Falling Oil Prices Force Saudi Arabia to Dip into Reserves

As global oil prices fall amid the COVID-19 pandemic, Saudi reserves drop to record lows.

  • By externalwire | April 29, 2020,1:59 pm
Falling Oil Prices Force Saudi Arabia to Dip into Reserves

Saudi Arabia continues to reassure its foreign trade partners and allies that all is well in the kingdom, but depleting reserves of its central bank tell a different story.

The kingdom held impressive reserves prior to the pandemic, but the price-war over oil and a historic drop in global demand has resulted in a $27 billion drop in Saudi reserves. The Saudis still have a stockpile of $464 billion, showing that the nation is able to continue the downward trend for some time.

Falling oil prices

For most of 2020, Saudi-Arabia has been the focal point in a disagreement between Russia and the Saudi-led Organization of the Petroleum Exporting Countries (OPEC). As demand fell Russia and Saudi-Arabia could not agree on a production cut, causing t prices to spiral down.
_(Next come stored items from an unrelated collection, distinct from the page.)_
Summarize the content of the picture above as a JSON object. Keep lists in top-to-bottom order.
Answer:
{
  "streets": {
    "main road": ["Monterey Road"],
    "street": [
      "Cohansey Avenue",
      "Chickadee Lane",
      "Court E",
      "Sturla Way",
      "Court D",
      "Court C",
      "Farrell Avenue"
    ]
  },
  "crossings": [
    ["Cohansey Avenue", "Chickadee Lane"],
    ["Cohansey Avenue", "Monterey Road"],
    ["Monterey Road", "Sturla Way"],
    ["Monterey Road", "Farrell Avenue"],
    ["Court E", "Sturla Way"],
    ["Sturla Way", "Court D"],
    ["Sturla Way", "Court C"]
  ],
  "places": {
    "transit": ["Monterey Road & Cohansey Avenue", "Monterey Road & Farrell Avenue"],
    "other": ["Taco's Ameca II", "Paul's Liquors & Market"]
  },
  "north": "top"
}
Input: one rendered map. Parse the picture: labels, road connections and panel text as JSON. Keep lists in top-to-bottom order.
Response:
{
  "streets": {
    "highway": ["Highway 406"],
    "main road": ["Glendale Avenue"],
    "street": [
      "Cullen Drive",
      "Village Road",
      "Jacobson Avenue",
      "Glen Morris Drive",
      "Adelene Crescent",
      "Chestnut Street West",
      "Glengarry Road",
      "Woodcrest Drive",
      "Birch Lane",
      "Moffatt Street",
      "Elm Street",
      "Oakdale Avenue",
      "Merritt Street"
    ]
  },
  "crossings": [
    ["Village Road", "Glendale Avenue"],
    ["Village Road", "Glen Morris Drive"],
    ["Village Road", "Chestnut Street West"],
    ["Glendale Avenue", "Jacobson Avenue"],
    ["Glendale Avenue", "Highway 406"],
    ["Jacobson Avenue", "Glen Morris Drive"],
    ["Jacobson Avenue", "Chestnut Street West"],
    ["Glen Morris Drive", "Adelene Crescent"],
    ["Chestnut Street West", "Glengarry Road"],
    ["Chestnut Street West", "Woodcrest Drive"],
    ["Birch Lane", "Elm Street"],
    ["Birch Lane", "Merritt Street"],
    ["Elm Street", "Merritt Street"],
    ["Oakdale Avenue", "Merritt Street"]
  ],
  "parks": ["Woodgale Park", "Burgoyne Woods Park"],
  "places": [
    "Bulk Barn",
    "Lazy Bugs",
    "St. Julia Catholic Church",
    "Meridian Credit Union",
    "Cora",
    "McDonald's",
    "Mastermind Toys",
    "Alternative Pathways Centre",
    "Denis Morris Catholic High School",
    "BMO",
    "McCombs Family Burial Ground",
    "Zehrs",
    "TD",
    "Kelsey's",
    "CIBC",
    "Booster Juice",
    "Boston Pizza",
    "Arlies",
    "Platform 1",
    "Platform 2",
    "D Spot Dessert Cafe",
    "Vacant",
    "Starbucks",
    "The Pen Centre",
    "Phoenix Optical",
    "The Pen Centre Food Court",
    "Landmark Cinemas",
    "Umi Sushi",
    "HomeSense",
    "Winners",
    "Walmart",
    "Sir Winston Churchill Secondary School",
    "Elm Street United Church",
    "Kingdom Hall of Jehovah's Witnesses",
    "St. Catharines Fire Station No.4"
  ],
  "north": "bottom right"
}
As oil prices fell with the COVID-19 lockdown, so did the demand for oil as the pandemic brought air travel, car use, and manufacturing to a near standstill.

Following a last-minute agreement in April to cut global oil production by 10 billion barrels a day, oil prices continue to fall as the ten% cut was deemed insufficient. Because global oil production continued unabated for months, the world is now facing an unprecedented oil glut as tankers and storage facilities are rapidly filling up.

A calculated risk?

The question remains whether the Saudi-led price war over its most precious resource was indeed a disagreement, or a purposeful strategy. Low-cost oil producers like Saudi-Arabia could stand to benefit if low oil prices force higher-cost producers out of business.

If the Saudi moves are part of a concerted strategy, the fall in reserves and increased deficit are a calculated cost in order to benefit from increased market share following the pandemic. Accusations that Saudi exports are threatening ten million American jobs in the US oil industry have brought the country into a confrontation with several US lawmakers.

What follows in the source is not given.